Your task is to retype the lines from the opening of the material through the line that includes "position:absolute; left:32px; top:32px;". Do not copy the pictures.

=== DATA SHOWN ===

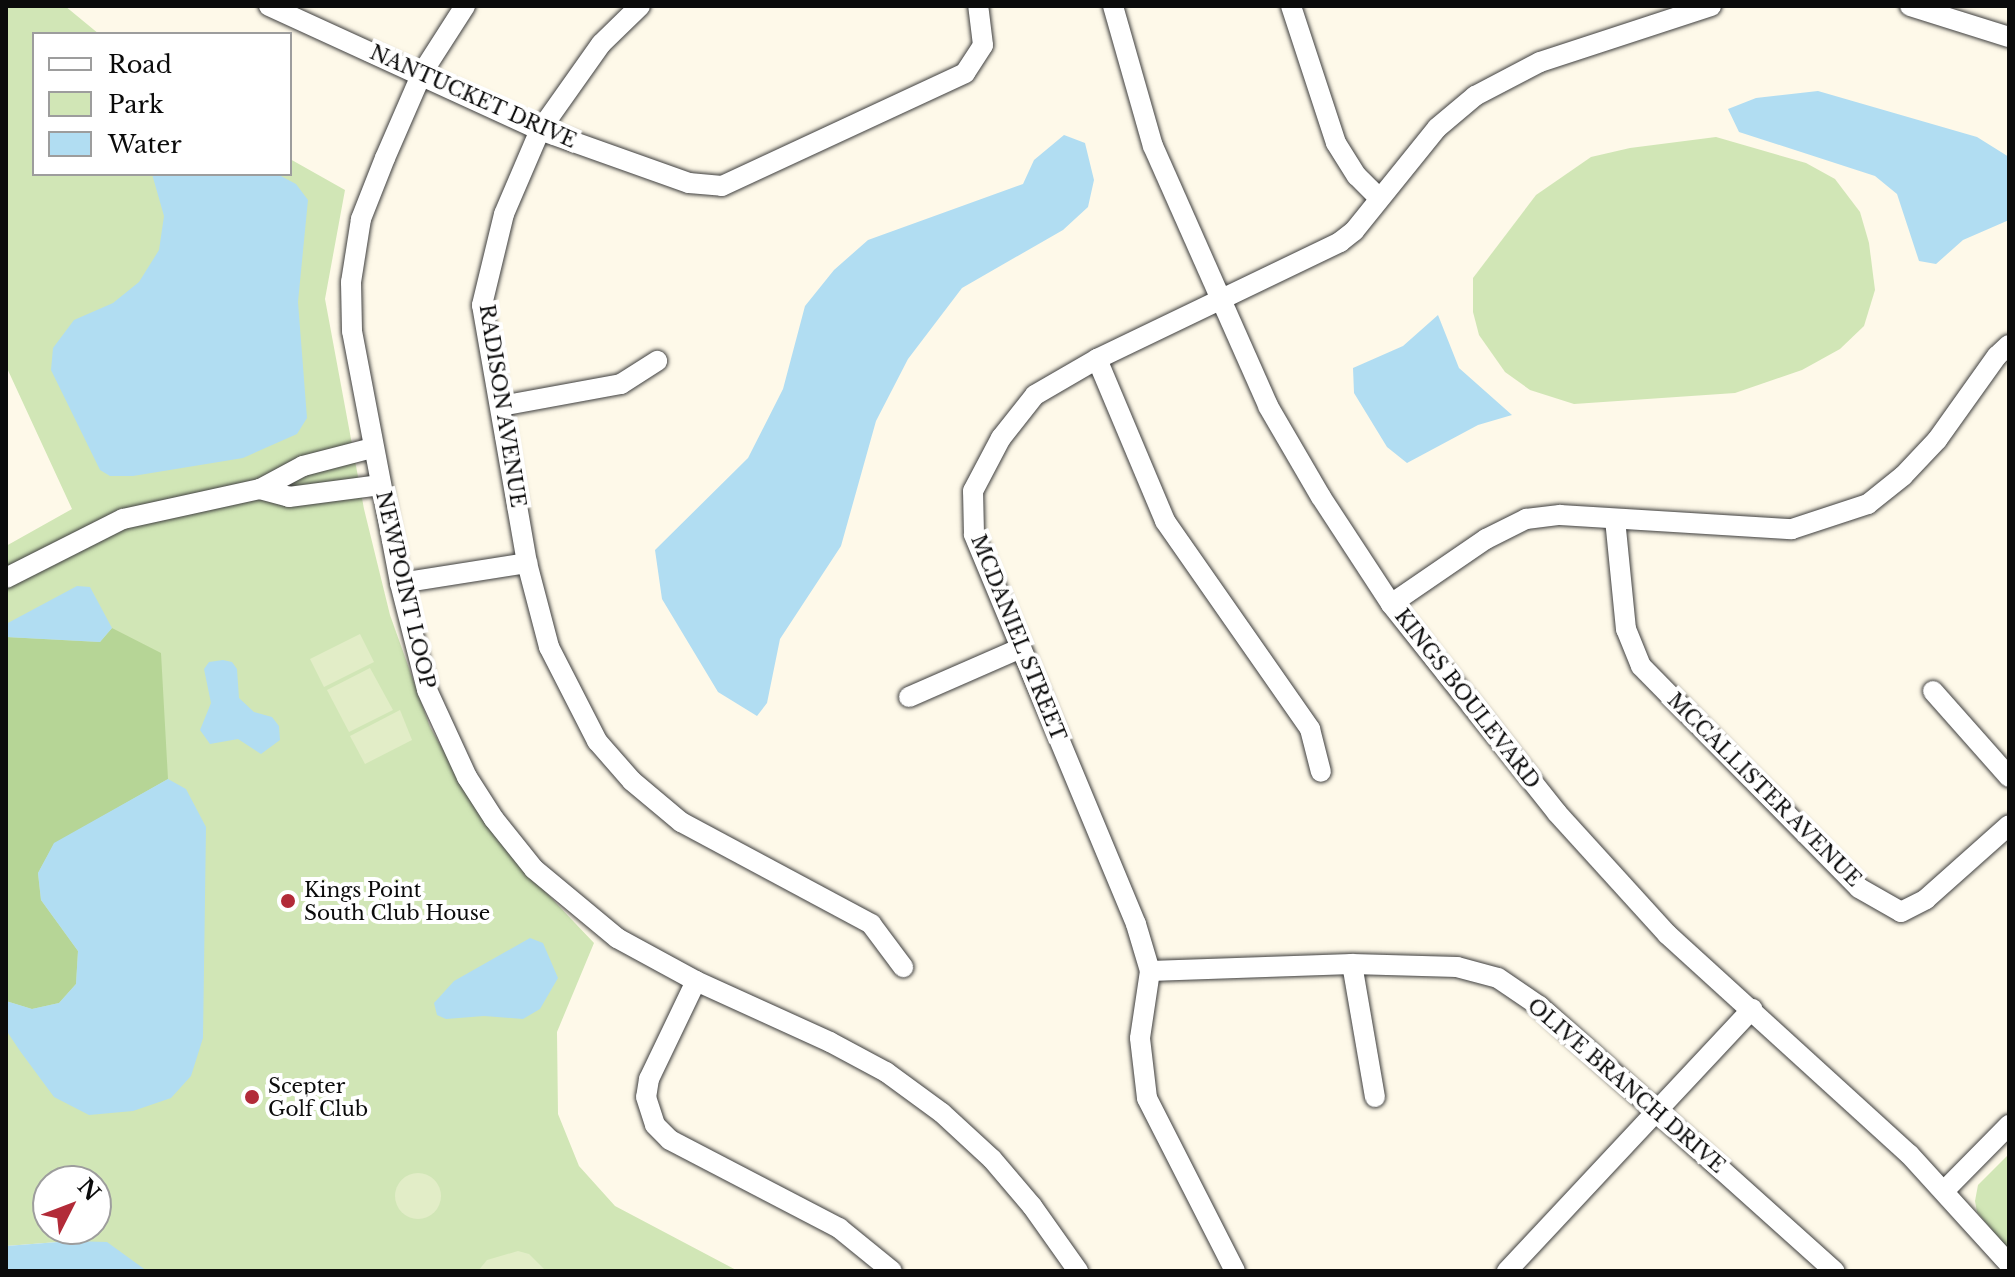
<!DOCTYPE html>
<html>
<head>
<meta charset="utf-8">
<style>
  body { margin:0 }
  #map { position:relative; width:2015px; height:1277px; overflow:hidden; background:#fef9e9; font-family:"Libre Baskerville",serif }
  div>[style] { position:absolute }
  .green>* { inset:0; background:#d1e6b6 }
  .forest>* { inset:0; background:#b6d596 }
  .pitch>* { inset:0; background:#e2edc7 }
  .round { border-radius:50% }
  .water>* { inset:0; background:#b1ddf2 }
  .roads { filter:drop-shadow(0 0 2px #3e3e3e) drop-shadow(0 0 2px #3e3e3e) }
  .street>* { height:20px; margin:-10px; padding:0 10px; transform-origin:10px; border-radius:10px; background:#fff }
  .dots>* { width:22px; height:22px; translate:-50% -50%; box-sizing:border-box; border:4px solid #fff; border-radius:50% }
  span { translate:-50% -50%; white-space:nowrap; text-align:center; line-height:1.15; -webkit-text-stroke:8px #fff; paint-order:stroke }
  .street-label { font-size:20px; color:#0b0b0b }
  .poi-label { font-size:20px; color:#0b0b0b }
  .left { translate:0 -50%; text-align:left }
  .frame { position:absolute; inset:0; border:8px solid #0b0b0b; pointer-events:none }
  .legend { position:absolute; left:32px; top:32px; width:260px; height:144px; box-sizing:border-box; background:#fff; border:2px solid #9d9d9d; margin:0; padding:10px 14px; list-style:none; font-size:24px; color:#0b0b0b }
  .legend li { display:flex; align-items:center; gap:16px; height:40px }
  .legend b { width:40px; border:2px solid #9d9d9d }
  .north { position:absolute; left:32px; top:1165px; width:80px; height:80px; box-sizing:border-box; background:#fff; border:2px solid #9d9d9d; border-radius:50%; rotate:48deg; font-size:22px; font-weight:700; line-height:32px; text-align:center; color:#0b0b0b }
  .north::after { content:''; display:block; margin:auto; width:28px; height:36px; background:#b22b38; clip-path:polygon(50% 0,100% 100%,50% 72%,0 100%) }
</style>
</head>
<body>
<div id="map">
  <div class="green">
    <i style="clip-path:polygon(evenodd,6px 6px,65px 6px,99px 34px,34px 34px,34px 174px,290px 174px,290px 159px,345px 190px,325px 299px,364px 509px,390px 615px,430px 727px,466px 789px,517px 862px,594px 943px,557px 1032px,558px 1114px,579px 1166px,615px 1206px,738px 1271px,147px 1271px,71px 1241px,6px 1246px,6px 546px,72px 509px,6px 366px,6px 6px,48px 1181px,96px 1181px,96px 1229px,48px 1229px,48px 1181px)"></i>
    <i style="clip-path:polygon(1716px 137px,1806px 163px,1835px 179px,1860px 212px,1869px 243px,1875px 290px,1864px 326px,1840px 349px,1802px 370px,1735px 393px,1574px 404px,1530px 390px,1505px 372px,1479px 335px,1473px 312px,1473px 278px,1536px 195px,1591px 157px,1630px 148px)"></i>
    <i style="clip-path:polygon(2009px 1154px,2009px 1250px,1977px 1212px,1975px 1201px,1978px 1185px)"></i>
  </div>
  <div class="forest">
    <i style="clip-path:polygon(112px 628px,161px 653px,168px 779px,54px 844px,38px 873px,41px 900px,78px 951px,76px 984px,59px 1003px,32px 1009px,6px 1001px,6px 637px,100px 642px)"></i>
  </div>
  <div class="pitch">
    <i style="clip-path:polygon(360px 634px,374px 662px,324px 687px,310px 659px)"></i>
    <i style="clip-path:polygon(370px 668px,393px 710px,349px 732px,327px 690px)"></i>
    <i style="clip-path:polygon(400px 710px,412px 740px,365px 764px,350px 736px)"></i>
    <i class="round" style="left:395px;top:1173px;width:46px;height:46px"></i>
    <i style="clip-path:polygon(518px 1251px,529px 1254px,546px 1271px,478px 1271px,487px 1260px)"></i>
  </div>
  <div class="water">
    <i style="clip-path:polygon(1818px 91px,1977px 137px,2009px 157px,2009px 220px,1963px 240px,1936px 264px,1919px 261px,1897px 194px,1875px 176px,1739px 132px,1728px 109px,1756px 98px)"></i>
    <i style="clip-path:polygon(1064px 135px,1085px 143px,1094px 180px,1088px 207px,1063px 230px,962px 288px,908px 359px,876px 421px,841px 546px,780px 639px,767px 703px,757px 716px,718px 692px,662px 599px,655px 550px,748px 458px,783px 389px,805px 306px,834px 270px,868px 240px,1023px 184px,1034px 160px)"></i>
    <i style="clip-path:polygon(152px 174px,277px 174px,296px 184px,308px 200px,298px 302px,307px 418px,297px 434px,243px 458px,133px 476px,110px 476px,100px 470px,51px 370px,53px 348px,74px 320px,113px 303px,139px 282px,159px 250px,164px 216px)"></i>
    <i style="clip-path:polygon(1438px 315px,1459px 368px,1512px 415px,1478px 425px,1407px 463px,1387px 447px,1354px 393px,1353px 368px,1403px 346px)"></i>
    <i style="clip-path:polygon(77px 586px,90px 587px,112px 628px,100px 642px,6px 637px,6px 624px)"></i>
    <i style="clip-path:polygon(223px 660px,232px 662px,237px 669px,239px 698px,254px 712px,272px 717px,279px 726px,280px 740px,261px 754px,238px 739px,210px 744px,200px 730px,211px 703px,204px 669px,209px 662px)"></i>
    <i style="clip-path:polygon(168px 779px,186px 789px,206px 827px,203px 1038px,191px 1076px,171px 1098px,133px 1111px,89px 1115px,54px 1097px,20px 1051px,6px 1030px,6px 1001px,32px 1009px,59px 1003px,76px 984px,78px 951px,41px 900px,38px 873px,54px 843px)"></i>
    <i style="clip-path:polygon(530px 938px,543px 943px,558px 978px,540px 1009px,523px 1019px,484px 1016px,446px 1019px,437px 1015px,434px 1003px,454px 981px)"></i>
    <i style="clip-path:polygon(71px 1241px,107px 1242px,147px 1271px,6px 1271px,6px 1246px)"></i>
  </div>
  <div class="roads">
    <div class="street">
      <i style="left:269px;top:6px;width:298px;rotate:24.6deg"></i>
      <i style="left:540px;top:130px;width:158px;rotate:19.6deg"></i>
      <i style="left:689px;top:183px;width:33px;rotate:5deg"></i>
      <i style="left:722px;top:186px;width:268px;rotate:-24.9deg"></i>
      <i style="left:965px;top:73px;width:33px;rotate:-57deg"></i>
      <i style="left:983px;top:45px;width:39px;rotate:-97deg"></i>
      <i style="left:465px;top:6px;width:80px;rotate:122.7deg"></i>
      <i style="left:422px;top:73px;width:93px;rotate:113.5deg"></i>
      <i style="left:385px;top:158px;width:66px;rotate:111.5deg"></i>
      <i style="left:361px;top:219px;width:64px;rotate:99deg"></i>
      <i style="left:351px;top:282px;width:49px;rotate:88.8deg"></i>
      <i style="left:352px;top:331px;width:257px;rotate:79.2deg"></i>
      <i style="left:400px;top:583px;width:110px;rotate:75.8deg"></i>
      <i style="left:427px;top:690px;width:96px;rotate:65.3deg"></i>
      <i style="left:467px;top:777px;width:50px;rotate:57.3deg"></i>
      <i style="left:494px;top:819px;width:64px;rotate:51.3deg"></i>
      <i style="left:534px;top:869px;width:108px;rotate:39.7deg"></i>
      <i style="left:617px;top:938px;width:90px;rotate:28.6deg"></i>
      <i style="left:696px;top:981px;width:147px;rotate:24.5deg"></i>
      <i style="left:830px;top:1042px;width:64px;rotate:28.2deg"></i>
      <i style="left:886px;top:1072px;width:69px;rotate:36.2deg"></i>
      <i style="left:942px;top:1113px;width:68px;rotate:42.6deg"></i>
      <i style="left:992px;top:1159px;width:62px;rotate:49.6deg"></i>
      <i style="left:1032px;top:1206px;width:80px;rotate:54.7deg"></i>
      <i style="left:640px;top:6px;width:54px;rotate:135.7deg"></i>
      <i style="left:601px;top:44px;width:105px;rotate:125.3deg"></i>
      <i style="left:540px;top:130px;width:91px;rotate:113.2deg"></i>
      <i style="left:504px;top:214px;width:94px;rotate:103.6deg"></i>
      <i style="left:482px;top:305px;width:262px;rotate:80.1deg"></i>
      <i style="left:527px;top:563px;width:87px;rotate:75.3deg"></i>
      <i style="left:549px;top:647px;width:106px;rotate:62.9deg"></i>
      <i style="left:597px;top:741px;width:53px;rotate:48.8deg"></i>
      <i style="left:632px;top:781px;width:64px;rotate:39.9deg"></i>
      <i style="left:681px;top:822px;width:216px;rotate:28.2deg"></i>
      <i style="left:871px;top:924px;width:54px;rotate:53.3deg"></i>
      <i style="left:1113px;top:6px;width:146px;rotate:74.1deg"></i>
      <i style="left:1153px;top:146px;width:284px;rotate:66.1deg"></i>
      <i style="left:1268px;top:406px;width:105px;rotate:59.8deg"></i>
      <i style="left:1321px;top:497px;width:128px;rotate:56.8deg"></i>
      <i style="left:1391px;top:604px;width:267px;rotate:51.5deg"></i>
      <i style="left:1557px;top:813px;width:164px;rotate:47.7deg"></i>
      <i style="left:1667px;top:934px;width:327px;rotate:42.3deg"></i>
      <i style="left:1909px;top:1154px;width:149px;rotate:47.7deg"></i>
      <i style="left:1291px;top:6px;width:144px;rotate:71.8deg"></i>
      <i style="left:1336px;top:143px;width:39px;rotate:58deg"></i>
      <i style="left:1357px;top:176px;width:31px;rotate:45deg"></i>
      <i style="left:1910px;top:6px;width:104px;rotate:17.4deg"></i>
      <i style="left:1097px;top:359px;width:176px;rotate:67.2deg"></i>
      <i style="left:1165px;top:521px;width:254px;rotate:55.1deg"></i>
      <i style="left:1310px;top:729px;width:44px;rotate:75.7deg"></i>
      <i style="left:501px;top:406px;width:122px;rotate:-10.4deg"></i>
      <i style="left:621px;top:384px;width:43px;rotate:-32.6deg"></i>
      <i style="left:260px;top:489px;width:30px;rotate:15deg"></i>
      <i style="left:289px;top:497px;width:92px;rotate:-7.5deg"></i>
      <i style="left:1615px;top:519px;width:111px;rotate:84.3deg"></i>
      <i style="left:1626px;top:629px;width:40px;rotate:68deg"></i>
      <i style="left:1641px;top:666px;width:311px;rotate:45.5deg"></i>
      <i style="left:1859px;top:888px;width:48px;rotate:29.7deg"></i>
      <i style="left:1901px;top:912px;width:28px;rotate:-27deg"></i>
      <i style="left:1926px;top:899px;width:111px;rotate:-41.7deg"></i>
      <i style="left:6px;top:578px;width:131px;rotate:-26.8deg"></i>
      <i style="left:123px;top:519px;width:140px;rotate:-12.4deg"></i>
      <i style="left:260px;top:489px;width:49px;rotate:-28.1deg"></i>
      <i style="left:303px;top:466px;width:71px;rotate:-14.6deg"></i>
      <i style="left:400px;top:583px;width:129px;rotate:-8.9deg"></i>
      <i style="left:1391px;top:604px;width:115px;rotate:-34.4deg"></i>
      <i style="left:1486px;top:539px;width:45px;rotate:-26.6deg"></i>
      <i style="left:1526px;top:519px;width:34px;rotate:-7deg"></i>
      <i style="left:1560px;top:515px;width:232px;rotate:3.5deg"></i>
      <i style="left:1792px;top:529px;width:80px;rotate:-18.2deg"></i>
      <i style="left:1868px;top:504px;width:45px;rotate:-38.7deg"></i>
      <i style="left:1903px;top:476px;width:50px;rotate:-46.6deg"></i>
      <i style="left:1937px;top:440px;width:103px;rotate:-54.5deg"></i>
      <i style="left:1997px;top:356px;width:16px;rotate:-43deg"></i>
      <i style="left:1933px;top:691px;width:115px;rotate:48.5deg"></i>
      <i style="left:909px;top:697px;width:120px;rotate:-23.6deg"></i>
      <i style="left:1352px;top:964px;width:135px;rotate:80.2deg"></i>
      <i style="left:1150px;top:971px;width:202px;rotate:-2deg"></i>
      <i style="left:1352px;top:964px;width:105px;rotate:1.6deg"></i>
      <i style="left:1457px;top:967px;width:42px;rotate:15deg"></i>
      <i style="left:1498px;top:978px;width:50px;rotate:34.3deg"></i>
      <i style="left:1539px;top:1006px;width:397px;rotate:41.9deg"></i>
      <i style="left:696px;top:981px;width:109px;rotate:115.6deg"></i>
      <i style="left:649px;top:1079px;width:18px;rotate:99deg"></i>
      <i style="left:646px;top:1097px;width:29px;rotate:72deg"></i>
      <i style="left:655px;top:1125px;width:21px;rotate:45deg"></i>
      <i style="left:670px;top:1140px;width:191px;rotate:27.5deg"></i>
      <i style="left:839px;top:1228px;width:68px;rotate:39.1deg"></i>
      <i style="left:1944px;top:1191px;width:93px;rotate:-45.4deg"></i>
      <i style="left:1235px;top:1271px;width:194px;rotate:-117deg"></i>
      <i style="left:1147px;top:1098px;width:60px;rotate:-96.7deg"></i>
      <i style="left:1140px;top:1038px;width:68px;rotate:-81.5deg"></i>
      <i style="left:1150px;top:971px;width:49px;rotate:-106.6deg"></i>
      <i style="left:1136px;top:924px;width:422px;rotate:-112.6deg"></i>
      <i style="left:974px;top:534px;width:43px;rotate:-91.3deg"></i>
      <i style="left:973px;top:491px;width:60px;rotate:-62.2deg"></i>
      <i style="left:1001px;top:438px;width:55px;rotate:-51.7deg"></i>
      <i style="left:1035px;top:395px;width:72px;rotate:-30.1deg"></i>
      <i style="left:1097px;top:359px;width:270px;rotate:-25.7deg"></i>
      <i style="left:1340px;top:242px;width:18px;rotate:-38deg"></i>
      <i style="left:1354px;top:231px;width:132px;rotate:-51.1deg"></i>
      <i style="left:1437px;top:128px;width:50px;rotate:-40.1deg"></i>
      <i style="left:1475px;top:96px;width:73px;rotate:-27.6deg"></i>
      <i style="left:1540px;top:62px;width:180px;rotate:-18.1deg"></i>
      <i style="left:1507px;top:1271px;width:359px;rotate:-46.9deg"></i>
    </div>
  </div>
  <div class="dots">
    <i style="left:288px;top:901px;background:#b22b38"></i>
    <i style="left:252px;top:1097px;background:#b22b38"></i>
  </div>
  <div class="street-label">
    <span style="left:473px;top:97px;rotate:24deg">NANTUCKET DRIVE</span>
    <span style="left:502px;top:406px;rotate:81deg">RADISON AVENUE</span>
    <span style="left:405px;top:590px;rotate:77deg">NEWPOINT LOOP</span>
    <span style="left:1018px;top:638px;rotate:68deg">MCDANIEL STREET</span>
    <span style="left:1467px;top:699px;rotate:52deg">KINGS BOULEVARD</span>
    <span style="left:1764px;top:790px;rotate:45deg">MCCALLISTER AVENUE</span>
    <span style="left:1626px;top:1086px;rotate:41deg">OLIVE BRANCH DRIVE</span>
  </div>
  <div class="poi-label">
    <span class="left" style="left:304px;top:902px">Kings Point<br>South Club House</span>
    <span class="left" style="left:268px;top:1098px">Scepter<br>Golf Club</span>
  </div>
  <div class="frame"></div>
  <ul class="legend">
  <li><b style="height:10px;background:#fff"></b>Road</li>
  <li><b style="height:22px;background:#d1e6b6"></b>Park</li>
  <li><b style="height:22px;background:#b1ddf2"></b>Water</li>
  </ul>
  <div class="north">N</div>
</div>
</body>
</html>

===

RESPONSE TO THIS TASK =>
<!DOCTYPE html>
<html>
<head>
<meta charset="utf-8">
<style>
  body { margin:0 }
  #map { position:relative; width:2015px; height:1277px; overflow:hidden; background:#fef9e9; font-family:"Libre Baskerville",serif }
  div>[style] { position:absolute }
  .green>* { inset:0; background:#d1e6b6 }
  .forest>* { inset:0; background:#b6d596 }
  .pitch>* { inset:0; background:#e2edc7 }
  .round { border-radius:50% }
  .water>* { inset:0; background:#b1ddf2 }
  .roads { filter:drop-shadow(0 0 2px #3e3e3e) drop-shadow(0 0 2px #3e3e3e) }
  .street>* { height:20px; margin:-10px; padding:0 10px; transform-origin:10px; border-radius:10px; background:#fff }
  .dots>* { width:22px; height:22px; translate:-50% -50%; box-sizing:border-box; border:4px solid #fff; border-radius:50% }
  span { translate:-50% -50%; white-space:nowrap; text-align:center; line-height:1.15; -webkit-text-stroke:8px #fff; paint-order:stroke }
  .street-label { font-size:20px; color:#0b0b0b }
  .poi-label { font-size:20px; color:#0b0b0b }
  .left { translate:0 -50%; text-align:left }
  .frame { position:absolute; inset:0; border:8px solid #0b0b0b; pointer-events:none }
  .legend { position:absolute; left:32px; top:32px; width:260px; height:144px; box-sizing:border-box; background:#fff; border:2px solid #9d9d9d; margin:0; padding:10px 14px; list-style:none; font-size:24px; color:#0b0b0b }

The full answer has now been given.